## The task:
Leave the pictures out and return every line below exactly.

(Items listed in a dataset)
***

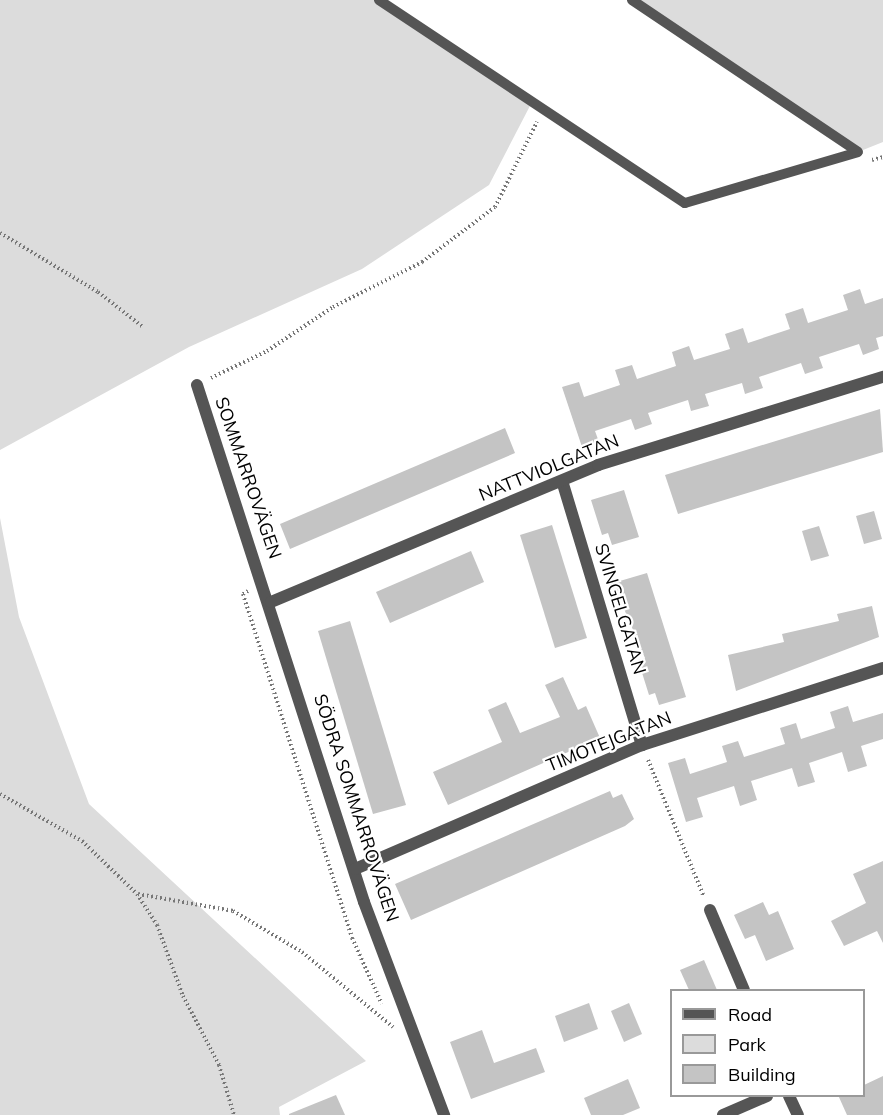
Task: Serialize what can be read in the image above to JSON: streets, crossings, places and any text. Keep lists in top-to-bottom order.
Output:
{
  "streets": {
    "street": [
      "NATTVIOLGATAN",
      "SOMMARROVÄGEN",
      "SVINGELGATAN",
      "TIMOTEJGATAN",
      "SÖDRA SOMMARROVÄGEN"
    ]
  },
  "crossings": [
    ["NATTVIOLGATAN", "SVINGELGATAN"],
    ["NATTVIOLGATAN", "SÖDRA SOMMARROVÄGEN"],
    ["SOMMARROVÄGEN", "SÖDRA SOMMARROVÄGEN"],
    ["SVINGELGATAN", "TIMOTEJGATAN"],
    ["TIMOTEJGATAN", "SÖDRA SOMMARROVÄGEN"]
  ],
  "legend": ["Road", "Park", "Building"]
}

***

## Solution:
Task: Serialize what can be read in the image above to JSON: streets, crossings, places and any text. Keep lists in top-to-bottom order.
Output:
{
  "streets": {
    "street": [
      "NATTVIOLGATAN",
      "SOMMARROVÄGEN",
      "SVINGELGATAN",
      "TIMOTEJGATAN",
      "SÖDRA SOMMARROVÄGEN"
    ]
  },
  "crossings": [
    ["NATTVIOLGATAN", "SVINGELGATAN"],
    ["NATTVIOLGATAN", "SÖDRA SOMMARROVÄGEN"],
    ["SOMMARROVÄGEN", "SÖDRA SOMMARROVÄGEN"],
    ["SVINGELGATAN", "TIMOTEJGATAN"],
    ["TIMOTEJGATAN", "SÖDRA SOMMARROVÄGEN"]
  ],
  "legend": ["Road", "Park", "Building"]
}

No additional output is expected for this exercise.